THE RECORDS:
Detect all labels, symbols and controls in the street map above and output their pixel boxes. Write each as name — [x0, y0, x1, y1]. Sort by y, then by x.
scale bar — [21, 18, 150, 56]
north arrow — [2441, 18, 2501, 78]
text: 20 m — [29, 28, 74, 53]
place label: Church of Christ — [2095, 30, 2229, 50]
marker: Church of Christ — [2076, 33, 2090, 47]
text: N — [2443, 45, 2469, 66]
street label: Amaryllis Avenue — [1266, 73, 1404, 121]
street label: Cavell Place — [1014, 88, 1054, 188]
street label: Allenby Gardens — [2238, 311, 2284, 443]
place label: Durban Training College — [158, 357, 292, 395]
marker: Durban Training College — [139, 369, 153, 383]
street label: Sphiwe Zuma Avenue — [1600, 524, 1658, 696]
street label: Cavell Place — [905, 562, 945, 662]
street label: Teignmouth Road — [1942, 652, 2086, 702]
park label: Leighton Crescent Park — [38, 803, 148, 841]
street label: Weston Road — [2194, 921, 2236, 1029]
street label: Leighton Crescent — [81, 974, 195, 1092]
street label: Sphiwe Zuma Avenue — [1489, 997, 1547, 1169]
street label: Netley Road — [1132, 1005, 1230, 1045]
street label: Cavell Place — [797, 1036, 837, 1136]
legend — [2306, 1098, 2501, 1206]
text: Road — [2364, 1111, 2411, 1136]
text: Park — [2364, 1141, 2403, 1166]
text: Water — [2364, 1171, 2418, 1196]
...
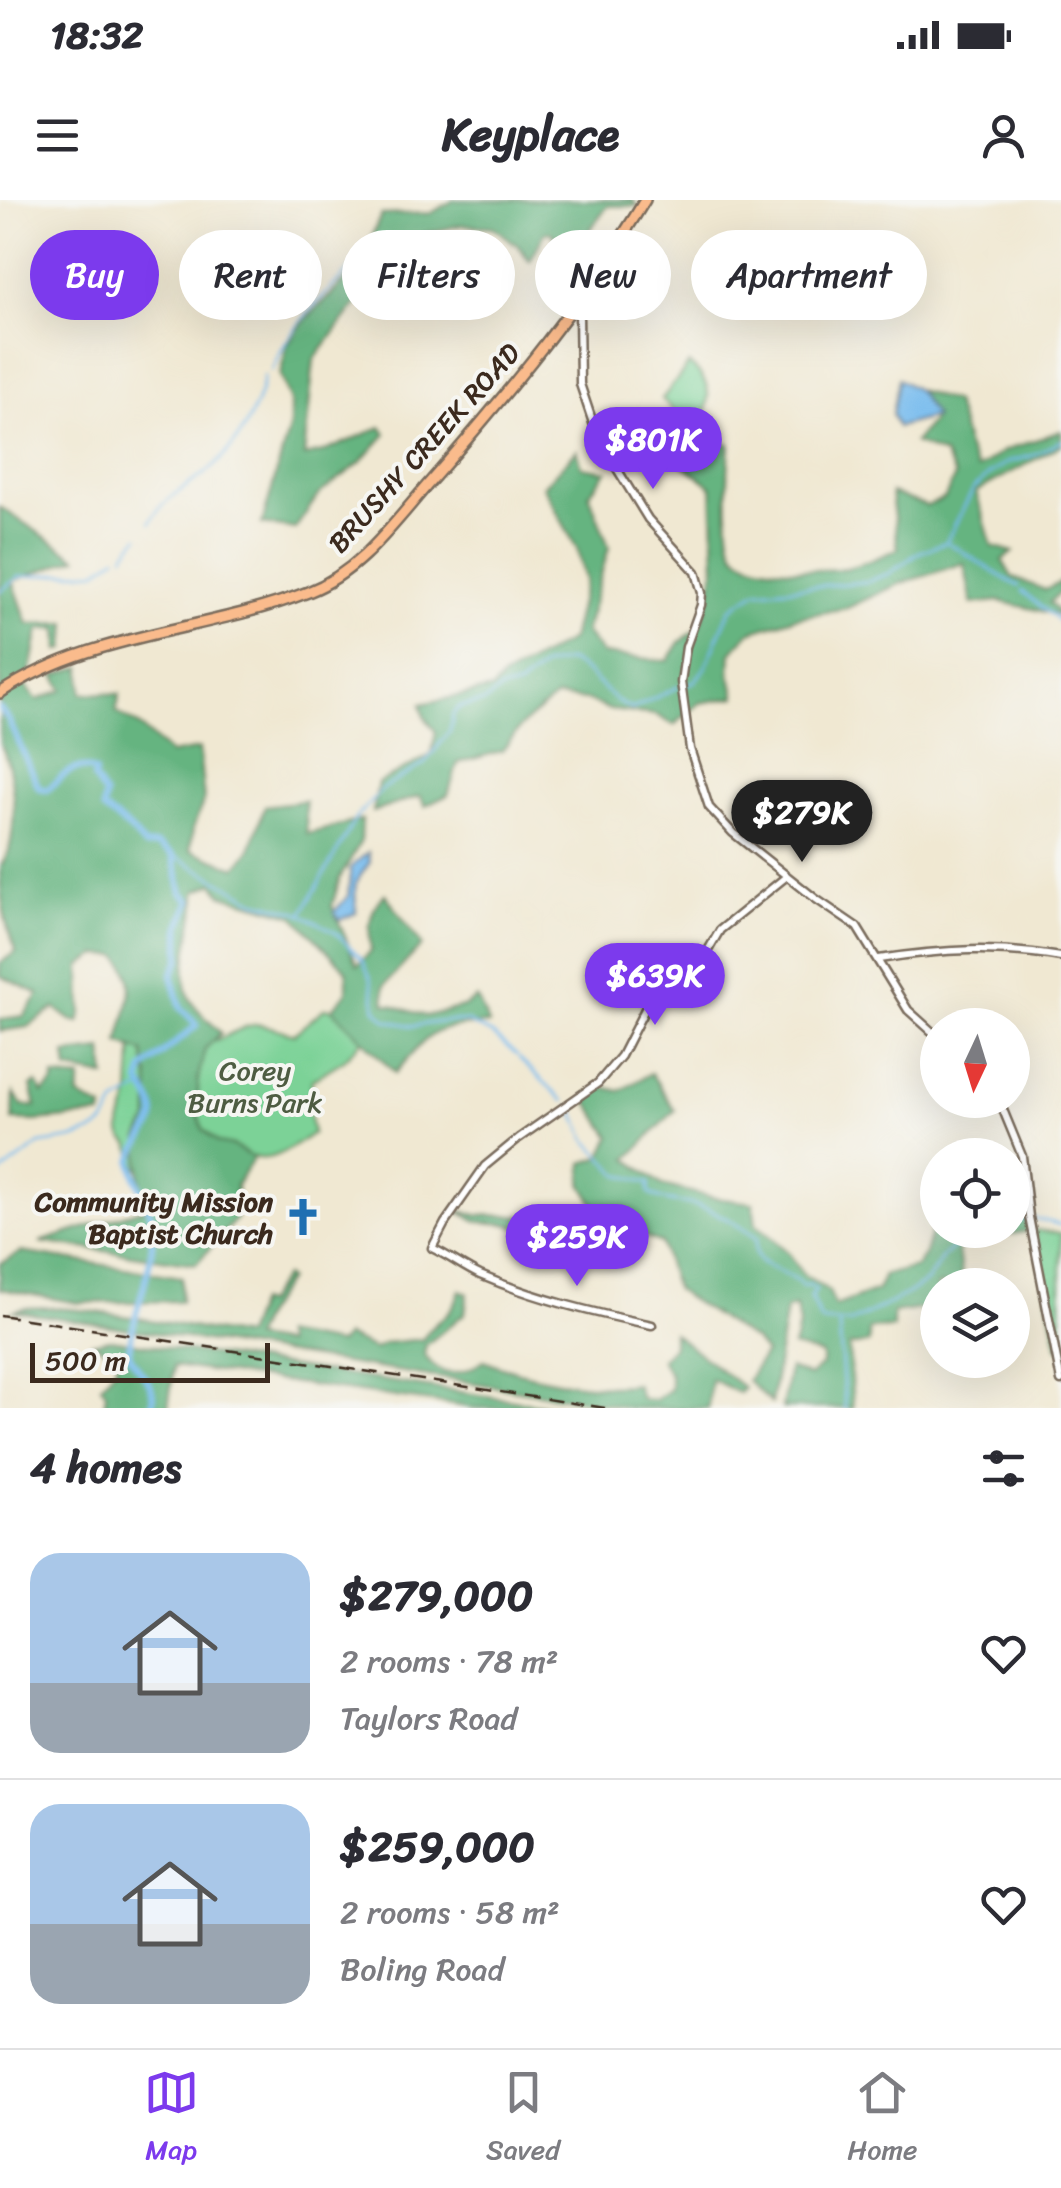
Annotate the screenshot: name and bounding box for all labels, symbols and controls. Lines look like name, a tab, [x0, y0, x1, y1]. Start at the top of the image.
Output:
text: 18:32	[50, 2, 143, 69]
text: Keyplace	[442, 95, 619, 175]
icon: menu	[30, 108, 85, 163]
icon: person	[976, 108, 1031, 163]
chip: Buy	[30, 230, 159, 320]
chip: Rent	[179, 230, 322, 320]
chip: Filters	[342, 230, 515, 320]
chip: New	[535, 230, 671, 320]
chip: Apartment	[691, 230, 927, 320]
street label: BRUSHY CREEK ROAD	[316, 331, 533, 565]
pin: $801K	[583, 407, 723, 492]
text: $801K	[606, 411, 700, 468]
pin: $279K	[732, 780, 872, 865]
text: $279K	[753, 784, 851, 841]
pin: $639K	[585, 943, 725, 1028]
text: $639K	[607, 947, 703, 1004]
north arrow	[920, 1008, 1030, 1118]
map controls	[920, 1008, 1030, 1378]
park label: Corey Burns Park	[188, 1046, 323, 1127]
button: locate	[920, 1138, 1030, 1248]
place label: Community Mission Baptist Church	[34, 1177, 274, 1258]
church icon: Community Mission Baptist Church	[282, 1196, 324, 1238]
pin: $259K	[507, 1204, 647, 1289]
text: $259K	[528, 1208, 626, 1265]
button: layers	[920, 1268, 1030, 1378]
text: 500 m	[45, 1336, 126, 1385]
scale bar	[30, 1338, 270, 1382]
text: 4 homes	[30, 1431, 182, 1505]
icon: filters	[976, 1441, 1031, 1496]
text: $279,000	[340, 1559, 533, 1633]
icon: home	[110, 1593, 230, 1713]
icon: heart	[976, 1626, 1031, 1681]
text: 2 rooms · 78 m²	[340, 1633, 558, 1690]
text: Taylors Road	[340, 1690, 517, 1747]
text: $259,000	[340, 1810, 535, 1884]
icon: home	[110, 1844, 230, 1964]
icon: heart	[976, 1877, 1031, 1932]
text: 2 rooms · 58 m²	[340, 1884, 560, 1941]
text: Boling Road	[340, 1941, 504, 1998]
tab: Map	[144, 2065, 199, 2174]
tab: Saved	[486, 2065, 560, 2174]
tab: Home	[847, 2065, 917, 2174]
* * *
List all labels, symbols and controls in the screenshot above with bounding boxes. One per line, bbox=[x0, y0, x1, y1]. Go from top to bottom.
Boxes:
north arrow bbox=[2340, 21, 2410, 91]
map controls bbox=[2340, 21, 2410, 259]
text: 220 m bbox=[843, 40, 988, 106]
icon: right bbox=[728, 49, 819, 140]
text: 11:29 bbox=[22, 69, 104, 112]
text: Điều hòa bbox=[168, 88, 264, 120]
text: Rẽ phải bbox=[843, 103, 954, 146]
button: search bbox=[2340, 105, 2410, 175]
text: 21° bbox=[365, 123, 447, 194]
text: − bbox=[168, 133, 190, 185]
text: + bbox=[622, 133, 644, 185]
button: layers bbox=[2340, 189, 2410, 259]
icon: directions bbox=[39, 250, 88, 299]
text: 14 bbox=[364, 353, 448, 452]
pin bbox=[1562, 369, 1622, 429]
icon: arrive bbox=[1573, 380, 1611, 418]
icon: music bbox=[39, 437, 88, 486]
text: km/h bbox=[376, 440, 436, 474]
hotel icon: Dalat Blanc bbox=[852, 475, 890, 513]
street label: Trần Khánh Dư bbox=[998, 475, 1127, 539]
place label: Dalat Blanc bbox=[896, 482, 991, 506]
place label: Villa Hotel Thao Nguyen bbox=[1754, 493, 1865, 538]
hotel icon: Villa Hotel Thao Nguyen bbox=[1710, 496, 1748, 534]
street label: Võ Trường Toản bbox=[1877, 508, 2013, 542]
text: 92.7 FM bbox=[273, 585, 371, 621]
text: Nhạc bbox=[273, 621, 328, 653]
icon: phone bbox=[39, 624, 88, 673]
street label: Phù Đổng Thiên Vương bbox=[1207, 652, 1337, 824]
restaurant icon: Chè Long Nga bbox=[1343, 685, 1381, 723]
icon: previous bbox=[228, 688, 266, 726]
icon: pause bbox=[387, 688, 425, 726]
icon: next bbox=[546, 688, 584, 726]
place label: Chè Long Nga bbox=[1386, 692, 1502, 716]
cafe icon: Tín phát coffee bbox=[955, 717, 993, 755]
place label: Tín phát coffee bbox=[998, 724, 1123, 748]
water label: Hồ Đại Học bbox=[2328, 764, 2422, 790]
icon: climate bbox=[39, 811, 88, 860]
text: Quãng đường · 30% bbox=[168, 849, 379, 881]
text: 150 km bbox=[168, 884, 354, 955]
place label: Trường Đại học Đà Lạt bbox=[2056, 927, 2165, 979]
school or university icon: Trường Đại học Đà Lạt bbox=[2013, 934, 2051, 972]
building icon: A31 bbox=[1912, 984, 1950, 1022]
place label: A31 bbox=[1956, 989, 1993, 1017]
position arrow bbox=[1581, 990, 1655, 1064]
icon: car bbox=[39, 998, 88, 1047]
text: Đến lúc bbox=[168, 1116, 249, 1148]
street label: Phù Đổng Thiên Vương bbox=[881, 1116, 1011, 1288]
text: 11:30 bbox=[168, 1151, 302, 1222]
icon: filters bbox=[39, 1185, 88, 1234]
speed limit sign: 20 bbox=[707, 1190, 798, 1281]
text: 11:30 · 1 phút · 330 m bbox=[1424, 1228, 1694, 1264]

WHAT YOU HAVE TO DO: Copy out each line of the data in which the word "Baptist" appears.

TASK ANSWER:
place label: Community Mission Baptist Church	[34, 1177, 274, 1258]
church icon: Community Mission Baptist Church	[282, 1196, 324, 1238]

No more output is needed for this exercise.